Libéré, un rappeur contestataire marocain persiste en dénonçant "les injustices"

Par La rédaction

CASABLANCA (AFP) - (AFP)

Accusé d'agression, Mouad Al-Haqed, un jeune rappeur marocain de 24 ans, connu pour ses chansons virulentes contre le pouvoir royal, a été libéré jeudi par le tribunal de Casablanca, en dénonçant "les injustices" et "l'impunité des voleurs" devant l'AFP dès sa sortie de prison.

"Il n'y aura aucun retour en arrière.Vive le peuple ! Grâce au rap, je suis engagé pour le peuple et pour ses problèmes.Nos revendications sont énormes", a déclaré le chanteur à l'AFP à sa sortie de prison à Casablanca.

"Il faut redistribuer les cartes, il y a trop d'injustices.Ils ont amené un nouveau gouvernement, mais les voleurs continuent de bénéficier de l'impunité.Il faut en finir avec toute cette racaille", a-t-il ajouté sur un ton aussi virulent que ses chansons.

"Le tribunal l'a condamné à quatre mois de prison pour coups et blessures, mais l'a acquitté pour l'accusation de menaces", a précisé son avocat Omar Ben Jelloun, indiquant qu'il était libéré après avoir "passé quatre mois en prison".

Le rappeur était détenu depuis le 10 septembre pour "l'agression" d'un contre-manifestant.

Mouad Elghouat, surnommé "Al-Haqed", qui veut dire le "rancunier" en arabe, est l'un des chanteurs les plus célèbres du Mouvement du 20 février, lequel revendique des changements politiques profonds, l'élimination de la corruption et une monarchie parlementaire à l'image de l'Espagne.

Après le verdict, des centaines de jeunes contestataires du Mouvement se sont rassemblés devant le tribunal en scandant des slogans de soutien au rappeur.

"Nous allons interjeter appel parce que nous Mouad est innocent de par la loi", a précisé son avocat.

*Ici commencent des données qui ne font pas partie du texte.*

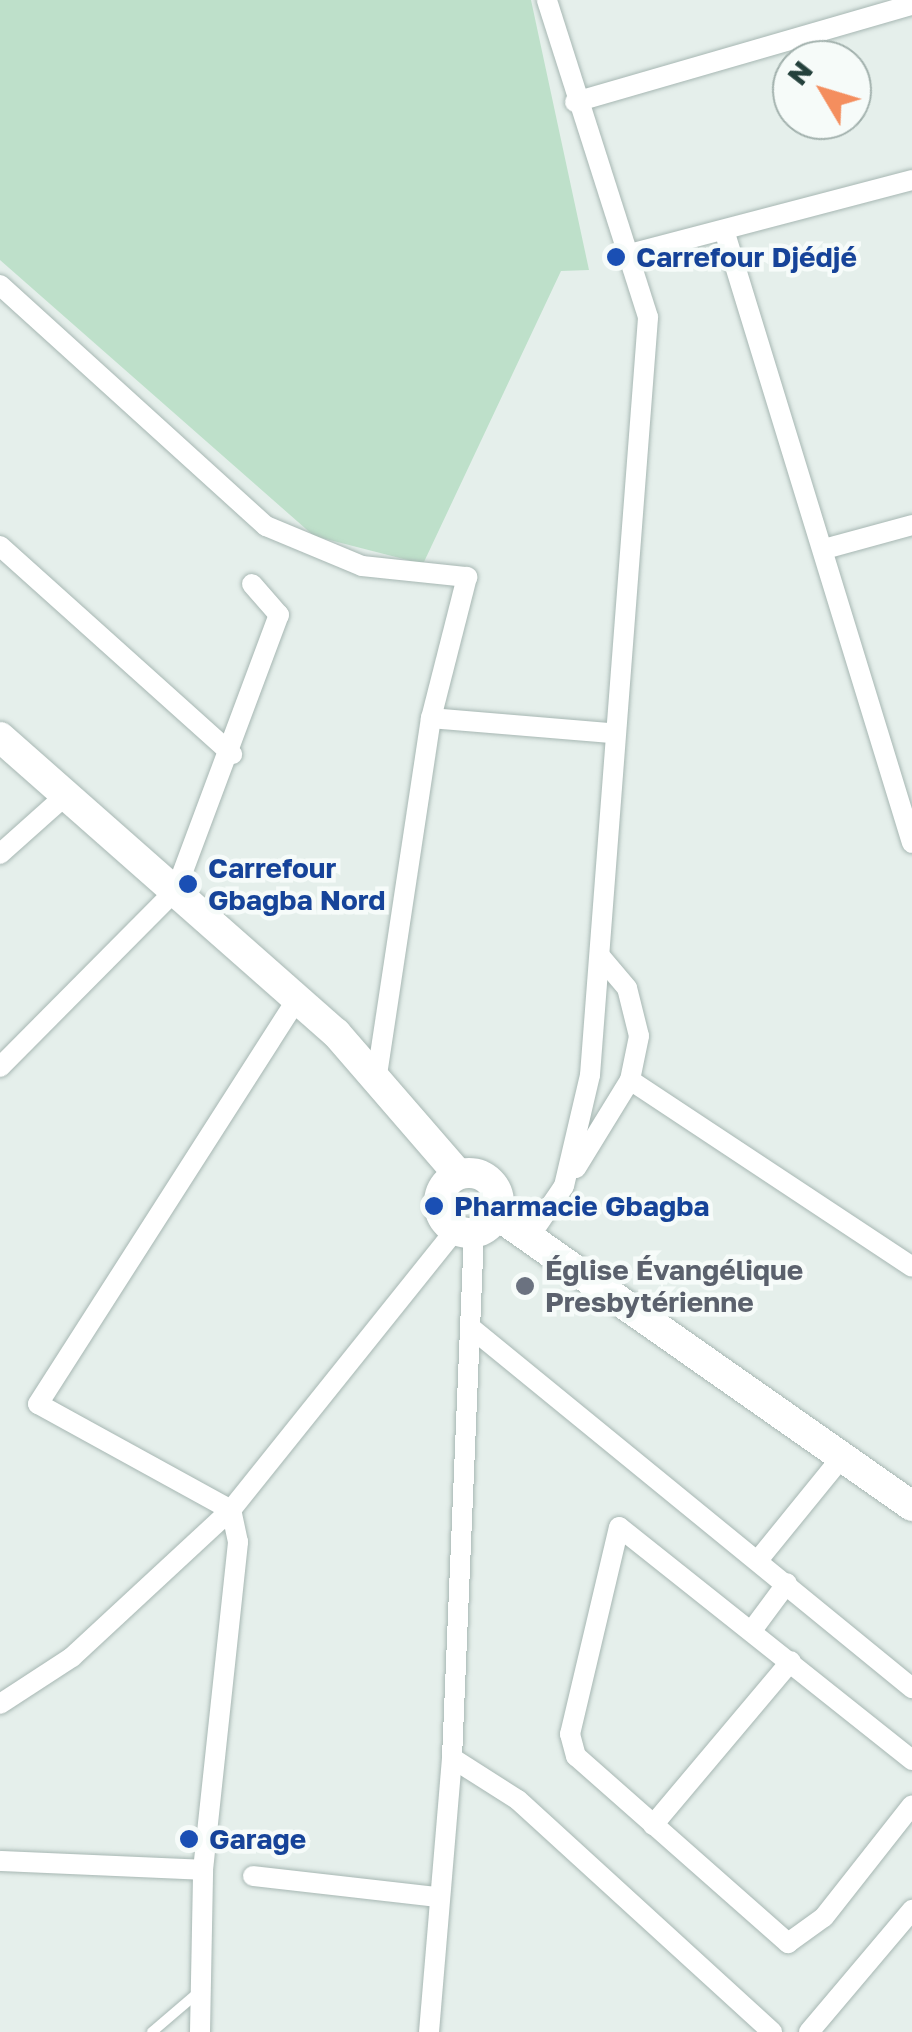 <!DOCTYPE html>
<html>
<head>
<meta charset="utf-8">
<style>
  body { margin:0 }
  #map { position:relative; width:912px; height:2032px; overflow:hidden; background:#e5efeb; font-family:"Golos Text",sans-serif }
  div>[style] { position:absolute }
  .green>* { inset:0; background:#bee0ca }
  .roads { filter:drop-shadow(0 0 2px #a7b7b3) drop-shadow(0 0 2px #a7b7b3) }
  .lane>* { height:10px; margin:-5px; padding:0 5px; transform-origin:5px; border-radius:5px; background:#fff }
  .street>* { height:20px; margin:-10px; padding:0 10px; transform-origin:10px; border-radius:10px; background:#fff }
  .secondary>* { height:30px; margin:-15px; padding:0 15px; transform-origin:15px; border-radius:15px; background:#fff }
  .secondary>.ring { margin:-15px; padding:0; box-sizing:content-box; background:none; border:30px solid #fff; border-radius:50% }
  .dots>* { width:28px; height:28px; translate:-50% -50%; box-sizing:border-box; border:5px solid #f6fbf9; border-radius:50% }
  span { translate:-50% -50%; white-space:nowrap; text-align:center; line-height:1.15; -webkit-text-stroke:9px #f6fbf9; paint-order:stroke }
  .transit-label { font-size:28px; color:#164399; font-weight:700 }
  .left { translate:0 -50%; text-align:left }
  .worship-label { font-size:28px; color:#5b616d; font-weight:700 }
  .north { position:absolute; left:772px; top:40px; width:100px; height:100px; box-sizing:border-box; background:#f6fbf9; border:2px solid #a2b1ad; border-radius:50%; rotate:308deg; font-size:28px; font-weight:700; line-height:40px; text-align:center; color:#24413c }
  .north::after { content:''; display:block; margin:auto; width:35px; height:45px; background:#f48e5e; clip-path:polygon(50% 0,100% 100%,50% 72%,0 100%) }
</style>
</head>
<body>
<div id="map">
  <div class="green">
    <i style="clip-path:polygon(0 0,531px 0,589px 270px,561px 271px,423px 564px,314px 536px,0 260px)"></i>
  </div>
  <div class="roads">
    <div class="lane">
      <i style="left:152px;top:2032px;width:65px;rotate:-40.6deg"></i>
    </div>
    <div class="street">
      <i style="left:575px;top:102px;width:351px;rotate:-16.1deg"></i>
      <i style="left:724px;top:230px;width:641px;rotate:72.95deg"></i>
      <i style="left:630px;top:254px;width:292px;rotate:-14.7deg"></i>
      <i style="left:0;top:285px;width:359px;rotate:42.2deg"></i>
      <i style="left:266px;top:526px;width:104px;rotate:22.6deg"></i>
      <i style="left:362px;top:566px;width:106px;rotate:6deg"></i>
      <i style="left:467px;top:577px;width:146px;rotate:104.3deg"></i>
      <i style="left:431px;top:718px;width:359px;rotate:98.6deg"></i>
      <i style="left:0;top:546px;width:312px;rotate:41.9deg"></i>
      <i style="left:828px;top:548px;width:87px;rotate:-15.3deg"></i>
      <i style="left:431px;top:718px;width:180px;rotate:4.8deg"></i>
      <i style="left:0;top:854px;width:89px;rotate:-41.8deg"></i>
      <i style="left:0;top:1067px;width:250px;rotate:-45.2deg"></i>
      <i style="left:176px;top:890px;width:294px;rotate:-69.5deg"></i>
      <i style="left:279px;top:615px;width:41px;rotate:-131.1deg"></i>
      <i style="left:630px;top:1080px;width:338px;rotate:33.5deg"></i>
      <i style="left:576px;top:1168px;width:103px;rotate:-58.5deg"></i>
      <i style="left:630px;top:1080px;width:45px;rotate:-78.4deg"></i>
      <i style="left:639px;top:1036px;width:49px;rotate:-104deg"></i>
      <i style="left:627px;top:988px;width:42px;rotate:-130.2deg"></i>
      <i style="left:530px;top:1236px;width:60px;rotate:-55.8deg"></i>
      <i style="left:564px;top:1186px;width:114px;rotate:-76.8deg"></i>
      <i style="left:590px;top:1075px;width:760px;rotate:-85.62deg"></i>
      <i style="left:648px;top:317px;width:333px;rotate:-107.7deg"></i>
      <i style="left:470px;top:1327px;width:571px;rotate:39.24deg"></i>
      <i style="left:231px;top:1510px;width:220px;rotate:-151.2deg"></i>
      <i style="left:38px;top:1404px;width:482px;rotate:-57.4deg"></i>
      <i style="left:759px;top:1559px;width:130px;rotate:-50.9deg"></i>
      <i style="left:753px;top:1629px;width:57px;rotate:-53.5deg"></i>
      <i style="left:0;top:1704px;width:86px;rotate:-33.1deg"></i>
      <i style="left:72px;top:1657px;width:217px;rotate:-42.8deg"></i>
      <i style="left:231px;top:1510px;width:359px;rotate:-51.3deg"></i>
      <i style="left:452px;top:1758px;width:78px;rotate:32.5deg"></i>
      <i style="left:518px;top:1800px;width:344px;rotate:42.4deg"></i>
      <i style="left:912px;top:1760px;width:374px;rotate:-141.5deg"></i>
      <i style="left:619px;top:1527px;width:213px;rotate:103.3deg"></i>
      <i style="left:570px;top:1734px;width:23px;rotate:75deg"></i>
      <i style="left:576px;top:1756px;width:283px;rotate:41.4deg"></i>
      <i style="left:788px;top:1943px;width:44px;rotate:-35.8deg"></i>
      <i style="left:824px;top:1917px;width:142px;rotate:-51.8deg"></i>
      <i style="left:653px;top:1825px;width:214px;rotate:-49.9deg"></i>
      <i style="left:0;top:1861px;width:203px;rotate:2.5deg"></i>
      <i style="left:253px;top:1876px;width:185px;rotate:6.5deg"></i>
      <i style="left:200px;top:2032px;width:162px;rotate:-88.9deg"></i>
      <i style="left:203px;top:1870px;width:330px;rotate:-83.9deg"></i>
      <i style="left:238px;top:1542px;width:33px;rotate:-102deg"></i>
      <i style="left:429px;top:2032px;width:275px;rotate:-85.2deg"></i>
      <i style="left:452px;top:1758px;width:525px;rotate:-87.6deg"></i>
      <i style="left:809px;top:2032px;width:160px;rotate:-49.8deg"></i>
    </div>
    <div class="secondary">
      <i style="left:0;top:737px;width:448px;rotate:41.4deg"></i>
      <i style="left:336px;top:1033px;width:186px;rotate:49.1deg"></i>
      <i class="ring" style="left:439px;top:1173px;width:30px;height:30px"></i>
      <i style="left:497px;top:1215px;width:507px;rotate:35.04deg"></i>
    </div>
  </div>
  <div class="dots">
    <i style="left:616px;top:257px;background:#1a4fb4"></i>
    <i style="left:188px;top:884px;background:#1a4fb4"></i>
    <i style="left:434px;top:1206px;background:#1a4fb4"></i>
    <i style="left:525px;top:1286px;background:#6b7280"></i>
    <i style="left:189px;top:1839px;background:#1a4fb4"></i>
  </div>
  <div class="transit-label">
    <span class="left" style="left:636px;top:257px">Carrefour Djédjé</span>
    <span class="left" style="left:208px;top:884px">Carrefour<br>Gbagba Nord</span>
    <span class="left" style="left:454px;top:1206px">Pharmacie Gbagba</span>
    <span class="left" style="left:209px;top:1839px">Garage</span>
  </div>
  <div class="worship-label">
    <span class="left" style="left:545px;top:1286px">Église Évangélique<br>Presbytérienne</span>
  </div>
  <div class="north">N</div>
</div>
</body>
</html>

Très écoutées sur les réseaux sociaux, les chansons d'Al-Haqed sont critiques à l'égard de la monarchie marocaine et abordent des thèmes liées aux injustices et aux inégalités sociales.Un de ses plus connues critique ouvertement le roi Mohammed VI et dénonce sa fortune.

Son procès devant le tribunal de Casablanca, après avoir été reporté plusieurs fois, avait débuté mardi à 18h00 (GMT) et s'était prolongé toute la nuit jusqu'à mercredi à l'aube.

Un des avocats du plaignant avait accusé les témoins à décharge de s'être entendus pour livrer une même version des faits."Selon ces témoins, qui sont des amis de Mouad, mon client aurait lui même appelé l'ambulance et fait semblant de tomber pour qu'il soit transporté.Ils pensent ainsi rendre service à leur ami", a-t-il dit.

Né dans un quartier populaire à Casablanca, Mouad Al-Haqed était magasinier dans une grande surface avant d'être arrêté.